Con la morte del commissario Pietro Guerra, finisce anche la serie della Squadra, la fortunata fiction di Rai Tre. Muore per aver toccato temi troppo scottanti: dalle Brigate rosse all'eutanasia e soprattutto ai morti per uranio impoverito. E' questa la denuncia degli sceneggiatori toscani: "Abbiamo avuto molte grane per questa scelta di temi e ora paghiamo tutto insieme"


 


PISA. Si sa, a lasciarci sono sempre i migliori. Anche in tv. Anche nel mondo delle fiction. Prendete ad esempio La squadra di Rai Tre: grandi testi, bravissimi attori, intriganti plot che oltre a intrattenere ti aprono gli occhi su tematiche scomode e ti fanno conoscere meglio il paese in cui vivi; otto anni di successo ininterrotto, un pubblico di affezionatissimi che non si è perso una puntata e che ora non si capacita (per capire quanto non si capaciti basta dare un’occhiata ai forum online e agli accorati commenti dei fan). Proprio non se la spiega questa fine improvvisa, col sipario che viene giù come una ghigliottina. Mercoledì sera, il commissario capo Pietro Guerra (Massimo Bonetti) si è beccato un colpo di pistola e ci è rimasto secco. L’ultima serie della Squadra si è chiusa così, come una tragedia shakespeariana, con la morte in scena del protagonista.

Tutto finito. Niente più indagini, per il drappello di valorosi del commissariato Sant’Andrea. O meglio, ci saranno altri episodi, altri drappelli, altre indagini. Ma con un titolo diverso (pare “Spaccanapoli”, o “Commissariato Spaccanapoli”: sui forum si silura l’uno e l’altro), altri interpreti e sceneggiatori. Ecco, conviene soffermarsi su questi ultimi, per capire cosa è successo. Che poi mica è difficile capirlo, anzi.
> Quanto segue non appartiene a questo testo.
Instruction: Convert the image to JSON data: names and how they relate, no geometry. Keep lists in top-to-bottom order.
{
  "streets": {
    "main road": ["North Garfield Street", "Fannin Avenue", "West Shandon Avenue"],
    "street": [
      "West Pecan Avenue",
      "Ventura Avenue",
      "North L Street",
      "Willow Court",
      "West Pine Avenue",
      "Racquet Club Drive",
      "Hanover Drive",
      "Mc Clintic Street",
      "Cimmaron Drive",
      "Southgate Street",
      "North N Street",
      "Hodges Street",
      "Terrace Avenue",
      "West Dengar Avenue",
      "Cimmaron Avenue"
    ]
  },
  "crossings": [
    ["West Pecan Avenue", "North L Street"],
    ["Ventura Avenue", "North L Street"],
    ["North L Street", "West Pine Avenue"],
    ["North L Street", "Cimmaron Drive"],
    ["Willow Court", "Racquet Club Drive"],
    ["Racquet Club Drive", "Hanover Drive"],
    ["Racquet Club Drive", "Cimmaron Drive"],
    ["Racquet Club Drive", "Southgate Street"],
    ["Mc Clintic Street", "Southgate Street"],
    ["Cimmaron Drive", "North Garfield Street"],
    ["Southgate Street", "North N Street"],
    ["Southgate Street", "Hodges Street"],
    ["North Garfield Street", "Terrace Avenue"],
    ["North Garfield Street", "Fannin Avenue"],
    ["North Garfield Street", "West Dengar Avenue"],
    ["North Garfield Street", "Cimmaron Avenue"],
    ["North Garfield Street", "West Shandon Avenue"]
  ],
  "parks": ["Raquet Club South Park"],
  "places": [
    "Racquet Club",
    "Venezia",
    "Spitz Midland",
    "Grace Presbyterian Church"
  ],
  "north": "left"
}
Qualcuno non ha digerito alcune puntate “scomode”, tutto qui. Una fiction è una fiction, si sarà detto, mica deve far aprire gli occhi, far pensare, fare informazione. O andare a parlare delle Brigate rosse o dell’eutanasia. Figuriamoci poi dell’uranio impoverito, roba antipatica che fa venire in mente antipatiche nostre missioni.

Mario Cristiani, che a La Squadra ha lavorato dal 2002 al 2007 come “head writer” (supervisore alle storie e alle sceneggiature), cita in particolare questi tre temi («non le dico i richiami e le proteste, ci attaccavano da tutte le parti»), per spiegare il tramonto forzato di Pietro Guerra e soci. E anche della squadra di sceneggiatori che aveva in Toscana i suoi principali punti d’appoggio: Cristiani è pisano, Donatella Diamanti, altro storico “head writer” della serie, è nata a Carrara. «La cifra della “nostra” Squadra - dice Cristiani - era dare spaccati di realtà nazionale. Era un progetto che si basava sull’idea, forse un po’ folle, di raccontare l’Italia in un momento in cui l’informazione non lo faceva più, usando la “detection” come scusa per mettere in scena argomenti delicati. O scottanti. E per questo, già tempo fa, avemmo le nostre belle grane.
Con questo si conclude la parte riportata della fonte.